Look through the data that follows and say how many of its lines contain "Math", giving the number only.

START Records shown

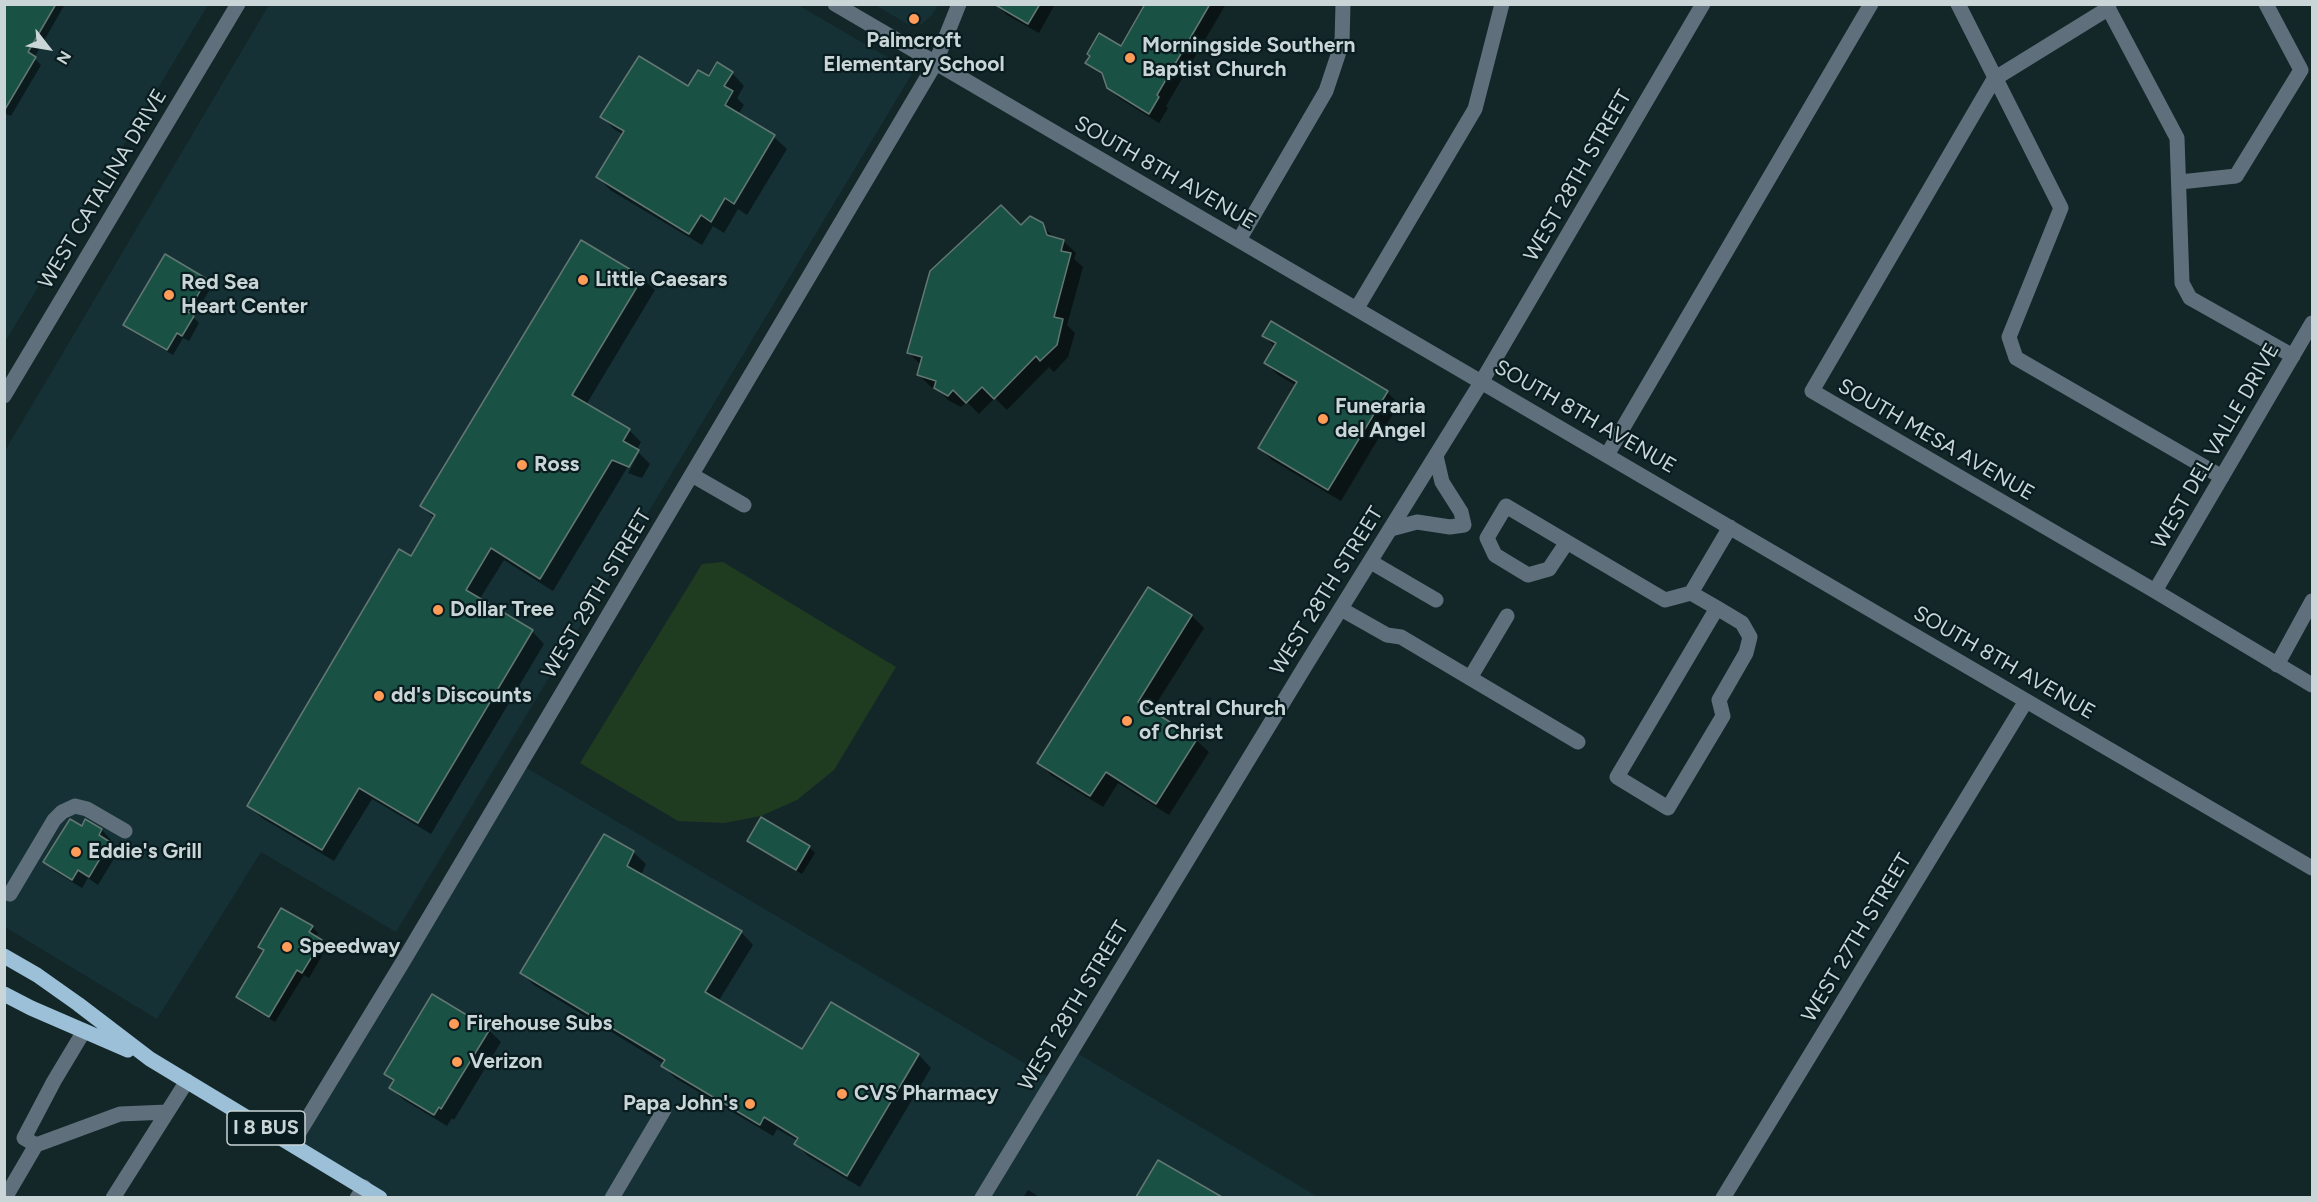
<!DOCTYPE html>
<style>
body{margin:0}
#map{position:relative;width:2317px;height:1202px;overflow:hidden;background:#132628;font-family:Figtree,sans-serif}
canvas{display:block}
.frame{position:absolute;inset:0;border:6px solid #c9d5d6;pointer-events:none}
.north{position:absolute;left:18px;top:18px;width:60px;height:60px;-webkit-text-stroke:4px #091c1f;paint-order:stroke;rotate:121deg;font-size:16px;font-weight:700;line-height:24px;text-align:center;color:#c9d5d6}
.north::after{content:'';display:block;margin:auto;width:21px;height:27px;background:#c9d5d6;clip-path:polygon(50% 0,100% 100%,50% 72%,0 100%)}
</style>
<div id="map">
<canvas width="2317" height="1202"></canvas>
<div class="frame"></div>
<div class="north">N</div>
</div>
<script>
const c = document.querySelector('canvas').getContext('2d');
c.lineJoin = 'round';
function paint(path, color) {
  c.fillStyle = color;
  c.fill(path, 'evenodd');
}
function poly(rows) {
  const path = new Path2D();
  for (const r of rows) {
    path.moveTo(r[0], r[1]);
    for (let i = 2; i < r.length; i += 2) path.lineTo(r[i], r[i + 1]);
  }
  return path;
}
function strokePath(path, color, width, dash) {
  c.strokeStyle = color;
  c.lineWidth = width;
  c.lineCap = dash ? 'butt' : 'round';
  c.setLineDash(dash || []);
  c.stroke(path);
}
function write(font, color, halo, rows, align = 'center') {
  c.font = font + ' Figtree,sans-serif';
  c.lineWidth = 4.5;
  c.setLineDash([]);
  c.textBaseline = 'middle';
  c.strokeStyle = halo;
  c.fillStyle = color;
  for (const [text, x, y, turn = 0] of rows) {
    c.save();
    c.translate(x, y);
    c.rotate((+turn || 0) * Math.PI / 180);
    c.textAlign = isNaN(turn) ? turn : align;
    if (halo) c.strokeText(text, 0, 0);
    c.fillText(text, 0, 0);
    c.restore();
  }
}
const built = poly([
 [5,5,208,5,5,342],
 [269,5,798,5,913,72,396,932,261,852,157,1019,5,927,4,458,6,449],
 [875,5,938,5,933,14,922,24,917,25,909,25],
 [520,764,1053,1080,1072,1050,1318,1197,381,1197,292,1144]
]);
const green = poly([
 [723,562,896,667,834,770,797,800,761,816,724,823,678,821,580,763,702,564]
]);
const shadow = poly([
 [4,4,65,4,34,58,41,65,11,116,4,113],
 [1055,4,1039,33,1007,15,997,5],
 [1147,4,1226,4,1166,106,1168,108,1159,123,1119,98,1108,88,1105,77,1087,63,1121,48],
 [732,73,744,86,737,98,744,105,738,115,774,137,787,149,747,215,738,209,724,233,713,226,702,245,610,190,598,177,624,135,614,129,602,117,689,88,709,78],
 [1042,224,1055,239,1063,241,1076,253,1074,259,1083,267,1067,325,1075,333,1068,357,1054,372,1049,367,1007,410,995,398,979,414,967,402,961,407,948,400,938,389,931,387,919,375,921,365,909,353,1021,227],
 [642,278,655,290,586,405,629,430,641,442,636,451,639,453,636,453,553,591,504,560,479,600,532,631,544,644,431,834,372,799,334,861,262,818,249,805,435,519,422,506],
 [206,280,212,286,193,317,199,323,189,341,183,338,173,355,130,330,125,324],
 [1264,336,1387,392,1399,404,1341,501,1272,460,1260,448,1297,386,1278,375,1266,363,1275,347],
 [639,453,650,464,642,478,628,473],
 [1149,589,1192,616,1204,628,1151,712,1196,740,1209,752,1169,815,1118,783,1103,807,1051,775,1039,763],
 [86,821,102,830,111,840,109,843,118,852,98,885,88,878,82,888,54,871,44,861,82,828],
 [749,841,809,847,815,853,802,874,755,846],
 [633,852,646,864,641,875,741,932,753,945,718,1002,802,1051,832,1004,919,1055,931,1068,860,1187,808,1156,796,1144,798,1141,777,1129,773,1136,675,1078,663,1066,664,1064,534,985,522,973],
 [312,927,318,933,315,938,327,947,309,978,304,975,275,1022,243,1003,237,997,265,951,260,946],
 [489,1030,501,1042,454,1120,452,1118,447,1126,404,1100,391,1088,394,1083,386,1074],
 [1159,1162,1219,1198,1137,1198],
 [1028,1190,1041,1198,1023,1198]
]);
const building = poly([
 [4,4,56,4,28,52,36,57,4,111,4,4],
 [994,4,1040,4,1028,24,994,4],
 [1145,4,1210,4,1157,95,1159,97,1149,114,1107,88,1102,73,1085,63,1090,56,1087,54,1099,33,1121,46,1145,4],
 [639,56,688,86,698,70,709,76,717,62,733,72,724,86,733,91,725,105,775,135,734,204,725,198,711,222,701,215,689,234,596,177,624,131,600,117,639,56],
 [1001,205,1021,225,1030,216,1043,223,1047,235,1064,240,1061,251,1071,253,1054,317,1063,319,1057,345,1040,361,1036,356,994,399,982,387,966,403,953,390,948,396,934,388,936,381,917,375,922,357,907,353,930,271,1001,205],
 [581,240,643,277,572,395,630,429,623,441,639,450,629,467,612,460,540,579,491,548,466,590,533,630,418,823,359,788,322,850,247,806,399,549,411,556,435,515,420,506,581,240],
 [165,254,207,279,188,312,194,316,182,336,177,333,167,350,123,325,165,254],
 [1271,321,1388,391,1328,490,1258,448,1297,382,1264,363,1276,343,1262,336,1271,321],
 [1148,587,1192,615,1138,702,1197,739,1156,804,1106,772,1090,796,1037,763,1148,587],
 [761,817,810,846,796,870,747,841,761,817],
 [70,819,82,826,85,819,102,829,99,835,110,842,89,877,78,870,72,880,43,862,70,819],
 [604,834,634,851,627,866,742,931,705,992,802,1049,831,1002,919,1054,847,1176,794,1144,798,1138,764,1117,760,1125,661,1066,665,1060,520,973,604,834],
 [281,908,313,926,309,932,322,940,302,973,297,970,269,1017,236,997,264,950,258,947,281,908],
 [432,994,490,1029,441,1109,439,1107,434,1115,389,1088,394,1080,384,1074,432,994],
 [1158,1160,1222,1197,1136,1197,1158,1160]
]);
const minor = poly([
 [835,4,2312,868],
 [1958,4,2061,208,2009,337,2016,358,2222,477],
 [2106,4,2177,138,2182,283,2190,298,2293,356],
 [2109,8,1994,79,1812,391,2155,591,2312,685],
 [2180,182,2236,176,2301,70,2266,4],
 [1239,240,1326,91,1342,43,1343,4],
 [1357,308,1475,109,1502,4],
 [4,396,238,4],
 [1607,455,1871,4],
 [692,475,744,505],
 [1391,529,1417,522,1450,527,1464,525,1461,512,1442,482,1436,456],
 [1567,542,1549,569,1528,575,1495,555,1487,538,1506,506,1665,600,1691,593],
 [1371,562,1436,600],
 [2155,591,2312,323],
 [1717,608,1617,777,1668,808,1723,716,1719,700,1746,653,1750,637,1742,623,1717,608,1691,593,1730,527],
 [1341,609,1387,635,1401,637,1470,678],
 [1507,616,1470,678,1578,742],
 [2277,665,2312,601],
 [10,894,54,820,62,812,75,806,87,809,125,831],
 [292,1144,404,960,935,64,959,4],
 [36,1145,24,1138,54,1081,84,1031],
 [5,1198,36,1145,120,1114,167,1112],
 [113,1198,187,1081],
 [357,1198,364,1187],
 [612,1198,664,1110],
 [982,1198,1307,663,1482,381,1703,4],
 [1723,1198,2026,701]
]);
const major = poly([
 [4,956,37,975,78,1004,150,1059,380,1198],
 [4,994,31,1008,128,1050]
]);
const markers = [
 [914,19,6,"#fe9c58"],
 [1130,58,6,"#fe9c58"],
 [583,280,6,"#fe9c58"],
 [169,295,6,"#fe9c58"],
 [1323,419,6,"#fe9c58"],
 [522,465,6,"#fe9c58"],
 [438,610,6,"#fe9c58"],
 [379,696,6,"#fe9c58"],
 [1127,721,6,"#fe9c58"],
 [76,852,6,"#fe9c58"],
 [287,947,6,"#fe9c58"],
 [454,1024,6,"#fe9c58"],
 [457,1062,6,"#fe9c58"],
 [842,1094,6,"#fe9c58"],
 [750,1104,6,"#fe9c58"]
];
const shields = [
 [266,1128,78]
];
const shieldNames = [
 ["I 8 BUS",266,1128]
];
const poiNames = [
 ["Palmcroft",914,41,"center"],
 ["Elementary School",914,65,"center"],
 ["Morningside Southern",1142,46],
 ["Baptist Church",1142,70],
 ["Little Caesars",595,280],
 ["Red Sea",181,283],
 ["Heart Center",181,307],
 ["Funeraria",1335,407],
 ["del Angel",1335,431],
 ["Ross",534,465],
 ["Dollar Tree",450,610],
 ["dd's Discounts",391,696],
 ["Central Church",1139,709],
 ["of Christ",1139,733],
 ["Eddie's Grill",88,852],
 ["Speedway",299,947],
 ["Firehouse Subs",466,1024],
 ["Verizon",469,1062],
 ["CVS Pharmacy",854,1094],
 ["Papa John's",738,1104,"right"]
];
const streetNames = [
 ["SOUTH 8TH AVENUE",1165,173,30],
 ["WEST 28TH STREET",1578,176,-60],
 ["WEST CATALINA DRIVE",103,189,-59],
 ["SOUTH 8TH AVENUE",1585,417,30],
 ["SOUTH MESA AVENUE",1936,440,30],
 ["WEST DEL VALLE DRIVE",2216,446,-60],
 ["WEST 28TH STREET",1327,591,-58],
 ["WEST 29TH STREET",597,594,-59],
 ["SOUTH 8TH AVENUE",2004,663,30],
 ["WEST 27TH STREET",1857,938,-59],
 ["WEST 28TH STREET",1074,1006,-59]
];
paint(built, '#153135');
paint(green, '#1f3c21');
paint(shadow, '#0007');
paint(building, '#195145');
strokePath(building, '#637772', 1.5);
strokePath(minor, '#5f707c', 15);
strokePath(major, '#9bc0d8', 15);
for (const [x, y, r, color] of markers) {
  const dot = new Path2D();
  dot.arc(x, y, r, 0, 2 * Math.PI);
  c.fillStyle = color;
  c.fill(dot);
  strokePath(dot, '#091c1f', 2);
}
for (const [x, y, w] of shields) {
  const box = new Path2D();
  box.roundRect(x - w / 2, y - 17, w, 34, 4.5);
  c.fillStyle = '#091c1f';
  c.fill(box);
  strokePath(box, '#c9d5d6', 1.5);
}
write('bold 20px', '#c9d5d6', null, shieldNames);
write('bold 21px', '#c9d5d6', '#091c1f', poiNames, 'left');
write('21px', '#c9d5d6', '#091c1f', streetNames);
</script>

END Records shown

### Expected answer
2